Rescue Squad Rescues African Grey

By Bonnie Friedman
Journal staff writer

Bunnies and chicks are traditionally associated with Easter, but it was an African Gray Parrot that made an appearance at a Jersey City firehouse yesterday morning.

When Josh Medina, a firefighter at Rescue Squad 1 on Communipaw and Monticello avenues, reported for work yesterday morning, he noticed the large silver-feathered bird wandering outside the station, shivering in the cool morning air.

Recognizing the bird as not indigenous to the sidewalks of Jersey City, Medina and his comrades managed to shoo the parrot into a cardboard box, then brought it into the station house.

"I gave him pumpkin seeds and a cut apple but he wouldn't eat it, he just picked at it," Medina said. (Actually, the firefighters couldn't tell the parrot's gender.)

Capt. Dennis Harris, who owns a cockatiel, was quickly appointed the station's aviary expert - even earning the nickname "Vet." He said he was worried about the bird's mental state as well as its physical health.
"After they get separated from their owners they become stressed out and go into depression," Harris said. "They even start to pluck out their feathers as a way of rebelling and committing suicide."

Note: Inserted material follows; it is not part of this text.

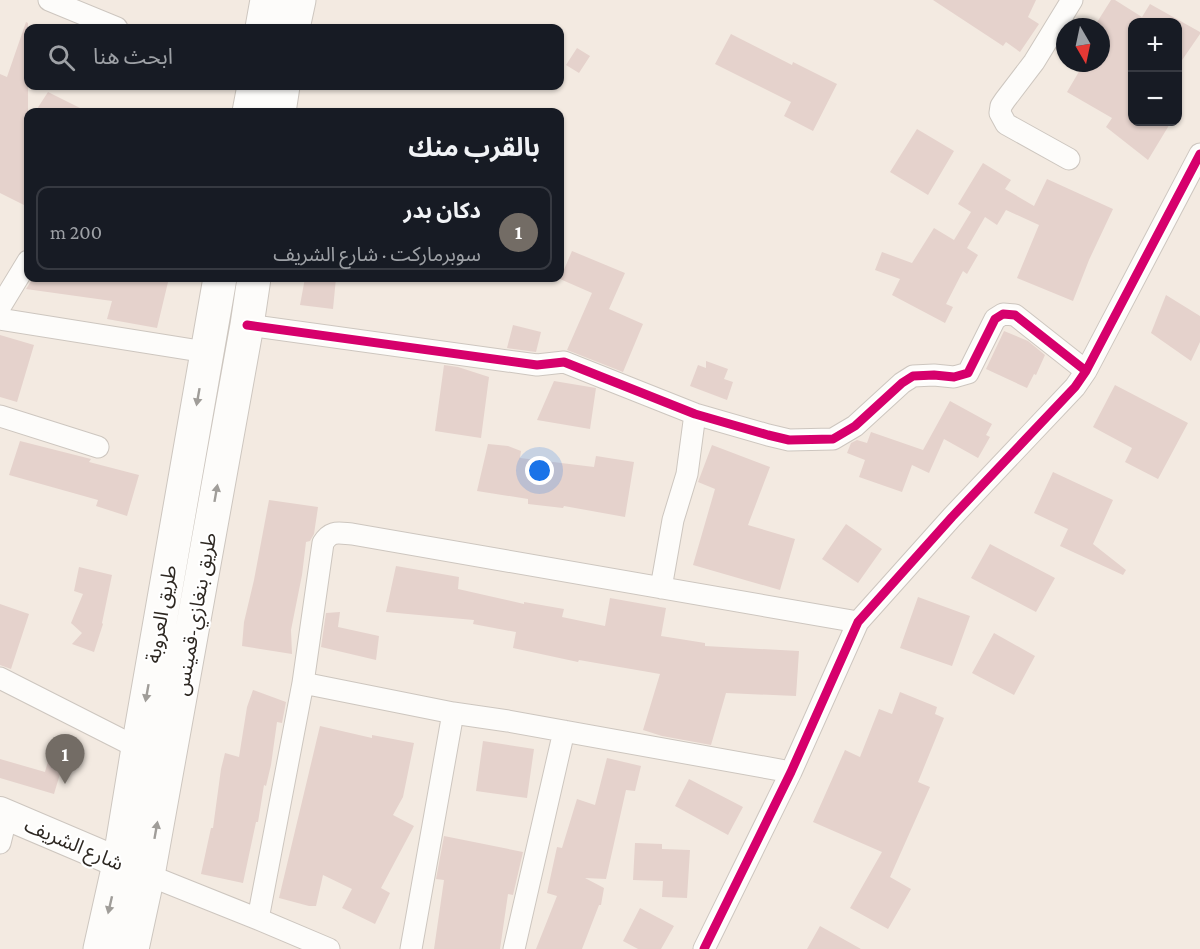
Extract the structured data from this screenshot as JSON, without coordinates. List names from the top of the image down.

In an unbelievable coincidence, Firefighter Billy McClintock was searching the newspaper for a garage sale ad and came across a classified that read: Lost African Gray Parrot, 10 inches long, gray with red tail.
The firefighters called the phone number in the ad and, moments later, Rosaria Lawlor, a Somerset County resident, was on her way to the firehouse to see if it was indeed her bird. Meanwhile, a firehouse neighbor, Juan Landron - who owns two parakeets - was appointed temporary guardian of the wayward bird.

At 4 p.m. yesterday, Lawlor arrived at the station, weeping at the prospect of being reunited with Sahara, her 7-year-old parrot who went missing last May.

"It's like my kid," Lawlor said. "If it's not my bird, I'm going to be so completely disappointed."

For the last 11 months, Lawlor has done everything possible to try to find Sahara, including placing ads in six newspapers and mailing fliers to vets and pet shops in a 30 mile radius. The separation has been devastating not only for her and her husband, but also for her 7-year-old Macaw named Valencia, who still calls out for his long lost sister.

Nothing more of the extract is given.